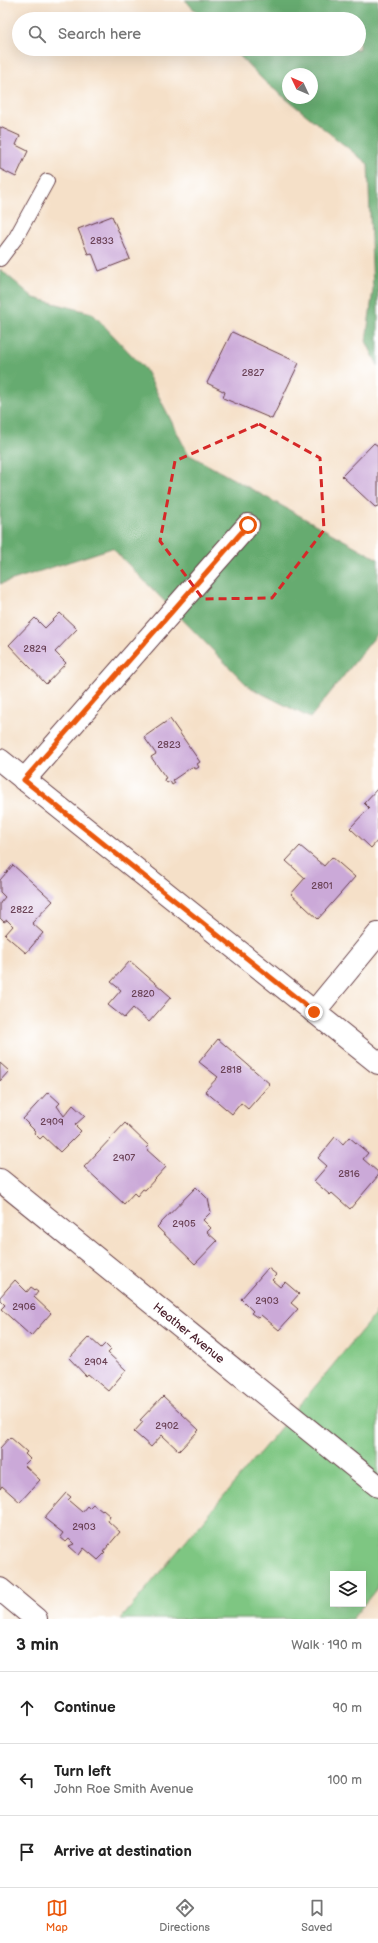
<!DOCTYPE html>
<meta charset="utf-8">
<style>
body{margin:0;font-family:"Balsamiq Sans",sans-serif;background:#f6f6f6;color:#222}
.controls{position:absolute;right:12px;bottom:12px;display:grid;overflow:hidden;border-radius:0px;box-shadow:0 4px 16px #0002}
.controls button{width:36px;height:36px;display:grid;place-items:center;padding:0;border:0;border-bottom:1px solid #e0e0e0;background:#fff;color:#222;font:20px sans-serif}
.compass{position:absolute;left:282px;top:68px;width:36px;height:36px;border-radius:50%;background:#fff;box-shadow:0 4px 16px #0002;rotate:314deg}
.stop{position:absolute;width:12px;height:12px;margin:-9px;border:3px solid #ea580c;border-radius:50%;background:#fff}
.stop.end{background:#ea580c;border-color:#fff;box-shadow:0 1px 4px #0008}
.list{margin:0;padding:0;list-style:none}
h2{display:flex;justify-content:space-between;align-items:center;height:52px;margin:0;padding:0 16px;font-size:17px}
h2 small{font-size:13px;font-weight:400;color:#767676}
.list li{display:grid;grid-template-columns:26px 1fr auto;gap:12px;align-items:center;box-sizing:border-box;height:72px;padding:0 16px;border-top:1px solid #e0e0e0}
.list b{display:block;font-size:15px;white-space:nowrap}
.list p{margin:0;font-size:13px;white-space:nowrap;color:#767676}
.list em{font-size:13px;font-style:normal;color:#767676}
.icon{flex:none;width:22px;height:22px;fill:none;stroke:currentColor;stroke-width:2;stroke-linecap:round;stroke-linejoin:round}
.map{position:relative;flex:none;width:378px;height:1619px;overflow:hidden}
.search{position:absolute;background:#fff;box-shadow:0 4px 16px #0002;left:12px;right:12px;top:12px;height:44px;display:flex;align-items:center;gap:10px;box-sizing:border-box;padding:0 14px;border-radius:22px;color:#767676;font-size:15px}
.sheet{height:268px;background:#fff}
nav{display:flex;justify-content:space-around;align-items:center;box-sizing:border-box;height:56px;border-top:1px solid #e0e0e0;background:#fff;font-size:11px;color:#767676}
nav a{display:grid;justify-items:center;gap:2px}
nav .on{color:#ea580c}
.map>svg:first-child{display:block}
.green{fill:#7ec682;stroke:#647256;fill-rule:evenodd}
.forest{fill:#66ab70;stroke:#58654e;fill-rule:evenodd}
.building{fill:#cba9d8}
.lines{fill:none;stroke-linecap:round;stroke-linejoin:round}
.lane-casing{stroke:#643c43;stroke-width:16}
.street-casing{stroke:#643c43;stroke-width:24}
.lane{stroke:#fff;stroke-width:14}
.street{stroke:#fff;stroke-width:22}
.route{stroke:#ea580c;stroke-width:5}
.marked{fill:none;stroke:#d62828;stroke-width:3;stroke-dasharray:8 5;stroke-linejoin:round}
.labels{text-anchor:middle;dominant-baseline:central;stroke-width:4;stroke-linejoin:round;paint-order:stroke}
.number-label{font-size:10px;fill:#6a4256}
.street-label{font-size:12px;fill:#4a1f2b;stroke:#fff}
</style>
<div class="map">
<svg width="378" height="1619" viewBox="0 0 378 1619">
<rect width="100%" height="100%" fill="#fff"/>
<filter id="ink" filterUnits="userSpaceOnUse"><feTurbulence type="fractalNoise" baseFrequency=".025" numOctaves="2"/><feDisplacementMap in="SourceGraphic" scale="8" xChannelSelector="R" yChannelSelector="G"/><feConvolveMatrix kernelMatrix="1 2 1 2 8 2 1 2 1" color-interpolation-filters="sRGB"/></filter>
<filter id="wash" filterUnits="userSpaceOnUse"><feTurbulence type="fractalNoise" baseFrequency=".012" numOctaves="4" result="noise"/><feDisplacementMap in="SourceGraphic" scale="16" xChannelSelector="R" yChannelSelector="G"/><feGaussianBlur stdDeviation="0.9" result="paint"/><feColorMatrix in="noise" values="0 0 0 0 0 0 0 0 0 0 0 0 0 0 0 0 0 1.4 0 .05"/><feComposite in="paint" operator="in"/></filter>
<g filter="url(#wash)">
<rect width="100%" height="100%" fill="#f5e0c8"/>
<path class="green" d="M378,1311V1587L352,1619H121ZM333,1574H363V1604H333Z"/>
<g class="forest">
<path d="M185,0H378V366L366,341L373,290L368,164L265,82L233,49H359V19H203ZM288,74H312V98H288Z"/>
<polygon points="0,269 34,298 92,313 145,369 188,454 378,559 378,633 310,718 249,687 112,548 0,584"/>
</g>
<g id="blocks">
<g class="building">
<polygon points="0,127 20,136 16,145 28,151 16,177 0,169"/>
<polygon points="112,216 130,259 99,271 92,253 88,254 78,229"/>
<polygon points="232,332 299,363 272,419 223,398 225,392 207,383"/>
<polygon points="374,443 378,446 378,506 375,507 342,476"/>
<polygon points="60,613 77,629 55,652 66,663 46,684 9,645 35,618 45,628"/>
<polygon points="170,719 200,762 197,764 199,767 196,769 192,767 173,780 175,783 172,785 170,781 167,783 164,779 166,778 151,757 156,754 144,737"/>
<polygon points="378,788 378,840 371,848 350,828 369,808 364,803"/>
<polygon points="300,846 324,866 332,857 355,877 318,919 291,894 305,878 286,861"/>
<polygon points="13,865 53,901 32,923 43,933 26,953 5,935 13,926 7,920 4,922 0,918 0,903 5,897 0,892 0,880"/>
<polygon points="130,961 171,997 149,1022 133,1008 124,1018 108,1005 121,990 111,982"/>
<polygon points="218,1039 270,1084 248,1109 241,1103 232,1114 205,1091 218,1077 199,1062"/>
<polygon points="0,1063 9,1071 0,1081"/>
<polygon points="48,1092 60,1103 57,1106 64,1116 73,1105 85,1116 75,1125 81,1131 60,1152 43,1136 40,1139 34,1133 35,1131 23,1119"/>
<polygon points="125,1123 149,1146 146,1149 166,1167 145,1190 143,1189 137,1196 134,1193 124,1204 84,1167"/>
<polygon points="335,1137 343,1144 349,1137 368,1153 363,1159 378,1172 378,1176 350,1209 332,1193 330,1195 314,1181 327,1166 318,1158"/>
<polygon points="196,1187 208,1199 211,1212 203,1220 211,1228 207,1232 217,1241 195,1264 157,1227"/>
<polygon points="268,1268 277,1275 272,1280 280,1287 285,1282 299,1294 291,1303 298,1309 279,1330 261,1315 258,1318 251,1313 253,1311 241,1299"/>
<polygon points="15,1280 27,1292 31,1287 38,1292 34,1297 51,1313 31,1336 1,1309 5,1305 0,1300 0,1297"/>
<polygon points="89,1337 101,1348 105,1344 111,1350 108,1353 126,1370 108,1391 88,1374 86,1376 69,1358"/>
<polygon points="163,1396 199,1430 179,1451 162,1435 151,1447 134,1432 143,1422 140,1420"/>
<polygon points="10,1437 27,1452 25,1454 30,1459 24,1465 40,1480 20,1502 2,1486 0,1489 0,1448"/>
<polygon points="66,1493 71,1497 68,1500 82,1512 87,1506 89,1508 93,1504 102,1511 103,1510 110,1516 108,1521 120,1532 103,1552 105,1553 98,1560 84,1548 79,1555 69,1546 74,1544 69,1539 66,1542 60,1537 63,1533 44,1518"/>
</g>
</g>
</g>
<g filter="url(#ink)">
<use href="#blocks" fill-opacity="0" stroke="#643c43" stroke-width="1"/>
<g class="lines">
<defs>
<polyline id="lane" points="0,259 15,239 47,181"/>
<g id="street">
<polyline points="0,760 378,1063"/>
<polyline points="24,780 248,525"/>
<polyline points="314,1012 378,934"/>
<path id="s1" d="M0,1180L378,1486"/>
<polyline points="0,1589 36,1619"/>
</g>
</defs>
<use href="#lane" class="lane-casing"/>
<use href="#street" class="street-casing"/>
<use href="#lane" class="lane"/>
<use href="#street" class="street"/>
</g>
</g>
<g class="lines" filter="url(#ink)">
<polyline class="route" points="248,525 24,780 314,1012"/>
</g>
<path class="marked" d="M259,424L320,458L324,530L272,598L203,599L160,541L175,461Z"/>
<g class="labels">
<g class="number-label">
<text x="102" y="241">2833</text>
<text x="253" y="373">2827</text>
<text x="35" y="649">2829</text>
<text x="169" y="745">2823</text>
<text x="322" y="886">2801</text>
<text x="22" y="910">2822</text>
<text x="143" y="994">2820</text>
<text x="231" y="1070">2818</text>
<text x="52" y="1122">2909</text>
<text x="124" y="1158">2907</text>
<text x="349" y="1174">2816</text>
<text x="184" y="1224">2905</text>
<text x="267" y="1301">2903</text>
<text x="24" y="1307">2906</text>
<text x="96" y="1362">2904</text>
<text x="167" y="1426">2902</text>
<text x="84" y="1527">2903</text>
</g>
<g class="street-label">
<text stroke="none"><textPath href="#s1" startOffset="243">Heather Avenue</textPath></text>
</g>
</g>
</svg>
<div class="controls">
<button><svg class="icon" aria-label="layers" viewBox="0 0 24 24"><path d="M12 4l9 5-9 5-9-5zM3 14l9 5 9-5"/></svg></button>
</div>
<svg class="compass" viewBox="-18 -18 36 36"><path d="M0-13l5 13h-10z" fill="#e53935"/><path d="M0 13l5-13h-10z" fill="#767676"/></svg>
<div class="stop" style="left:248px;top:525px"></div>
<div class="stop end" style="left:314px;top:1012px"></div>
<div class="search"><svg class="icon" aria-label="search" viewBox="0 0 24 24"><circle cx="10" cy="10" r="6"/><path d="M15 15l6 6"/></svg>Search here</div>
</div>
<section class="sheet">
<h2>3 min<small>Walk · 190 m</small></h2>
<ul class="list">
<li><svg class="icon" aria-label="ahead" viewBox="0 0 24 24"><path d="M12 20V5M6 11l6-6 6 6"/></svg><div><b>Continue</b></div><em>90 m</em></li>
<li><svg class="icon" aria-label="left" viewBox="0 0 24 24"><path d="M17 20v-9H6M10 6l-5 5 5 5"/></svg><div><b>Turn left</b><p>John Roe Smith Avenue</p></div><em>100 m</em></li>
<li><svg class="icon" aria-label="arrive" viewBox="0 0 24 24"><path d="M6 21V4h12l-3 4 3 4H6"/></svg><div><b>Arrive at destination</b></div></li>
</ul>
</section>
<nav>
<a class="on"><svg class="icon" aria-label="map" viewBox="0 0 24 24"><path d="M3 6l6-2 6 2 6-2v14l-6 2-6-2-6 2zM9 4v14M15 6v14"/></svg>Map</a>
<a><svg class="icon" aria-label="directions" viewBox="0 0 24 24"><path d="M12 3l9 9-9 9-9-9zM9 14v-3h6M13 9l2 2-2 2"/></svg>Directions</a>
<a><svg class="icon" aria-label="saved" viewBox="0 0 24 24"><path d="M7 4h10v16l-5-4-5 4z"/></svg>Saved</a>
</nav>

● Task item
Report each line of the material above where the word "feDisplacementMap" appears.

● Answer section
<filter id="ink" filterUnits="userSpaceOnUse"><feTurbulence type="fractalNoise" baseFrequency=".025" numOctaves="2"/><feDisplacementMap in="SourceGraphic" scale="8" xChannelSelector="R" yChannelSelector="G"/><feConvolveMatrix kernelMatrix="1 2 1 2 8 2 1 2 1" color-interpolation-filters="sRGB"/></filter>
<filter id="wash" filterUnits="userSpaceOnUse"><feTurbulence type="fractalNoise" baseFrequency=".012" numOctaves="4" result="noise"/><feDisplacementMap in="SourceGraphic" scale="16" xChannelSelector="R" yChannelSelector="G"/><feGaussianBlur stdDeviation="0.9" result="paint"/><feColorMatrix in="noise" values="0 0 0 0 0 0 0 0 0 0 0 0 0 0 0 0 0 1.4 0 .05"/><feComposite in="paint" operator="in"/></filter>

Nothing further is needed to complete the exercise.